Time frame: 365 days post randomization
Symptomatic intracranial haemorrhage (sICH)
The incidence of Symptomatic intracranial haemorrhage (sICH) is assessed based on the modified Safe Implementation of Treatments in Stroke-Monitoring Study (SITS-MOST) criteria. The SITS-MOST criteria define sICH as a parenchymal hematoma grade 1 or 2, indicated by an increase of at least 4 points on the National institute of Health Stroke Scale (NIHSS) (compared to the lowest recorded NIHSS post randomization). sICH is the main safety outcome in most stroke trials.
Time frame: 0-24 hours post randomization
Percentage of penumbral tissue saved (imaging based outcome parameter)
Percentage of penumbral tissue saved, which is defined as the proportion of tissue at risk at baseline that did not progress to infarction at 24 hours after randomization.
Time frame: 0 - 24 hours post randomization
Grading of reperfusion at the end of the intervention (imaging based outcome parameter)

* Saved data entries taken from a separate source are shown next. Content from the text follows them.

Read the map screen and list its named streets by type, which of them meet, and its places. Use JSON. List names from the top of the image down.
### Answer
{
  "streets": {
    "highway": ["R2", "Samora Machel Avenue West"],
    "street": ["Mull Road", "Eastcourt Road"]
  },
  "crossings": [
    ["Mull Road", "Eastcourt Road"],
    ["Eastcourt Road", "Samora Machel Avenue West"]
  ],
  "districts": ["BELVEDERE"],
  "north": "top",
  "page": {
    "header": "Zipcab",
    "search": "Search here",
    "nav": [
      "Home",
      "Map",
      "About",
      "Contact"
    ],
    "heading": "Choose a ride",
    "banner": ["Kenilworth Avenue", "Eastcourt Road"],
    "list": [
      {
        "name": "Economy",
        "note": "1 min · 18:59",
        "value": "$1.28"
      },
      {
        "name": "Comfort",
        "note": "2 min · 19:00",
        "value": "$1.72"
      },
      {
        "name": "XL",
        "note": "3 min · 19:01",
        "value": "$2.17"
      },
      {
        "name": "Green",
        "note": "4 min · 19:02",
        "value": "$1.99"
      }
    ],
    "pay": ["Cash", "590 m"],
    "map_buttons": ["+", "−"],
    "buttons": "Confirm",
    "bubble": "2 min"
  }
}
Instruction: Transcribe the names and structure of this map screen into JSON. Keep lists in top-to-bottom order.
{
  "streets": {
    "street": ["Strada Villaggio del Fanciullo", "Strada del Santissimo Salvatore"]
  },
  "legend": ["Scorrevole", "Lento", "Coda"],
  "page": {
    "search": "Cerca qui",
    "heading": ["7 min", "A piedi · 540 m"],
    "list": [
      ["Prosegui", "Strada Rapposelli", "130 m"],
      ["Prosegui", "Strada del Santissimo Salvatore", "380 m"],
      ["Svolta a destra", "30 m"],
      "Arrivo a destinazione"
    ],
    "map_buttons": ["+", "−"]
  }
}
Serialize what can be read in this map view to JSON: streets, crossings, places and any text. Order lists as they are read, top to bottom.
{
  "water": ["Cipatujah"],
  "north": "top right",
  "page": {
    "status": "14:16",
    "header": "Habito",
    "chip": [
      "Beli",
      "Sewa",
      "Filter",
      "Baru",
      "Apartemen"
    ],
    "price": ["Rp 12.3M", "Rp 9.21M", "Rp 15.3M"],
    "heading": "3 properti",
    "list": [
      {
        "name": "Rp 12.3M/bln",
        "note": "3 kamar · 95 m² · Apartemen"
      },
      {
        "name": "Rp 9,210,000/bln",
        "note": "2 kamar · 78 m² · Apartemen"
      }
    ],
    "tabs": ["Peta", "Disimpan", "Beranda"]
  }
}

The modified Thrombolysis In Cerebral Infarction (mTICI) score will be used to grade the reperfusion success at the end of the procedure. mTICI ranges from 0 (no reperfusion) to 3 (full reperfusion)
Time frame: 0 - 60 minutes post randomization
Grading of recanalization at 24 hours after the randomization (imaging based outcome parameter)
The arterial occlusion lesion scale will be used to grade the vessel status at 24 hours after randomization on a CT-angiography or MR-angiography (if done according to local standards of care). It ranges from 0 to 3 with 0 indicating no recanalization and 3 complete recanalization.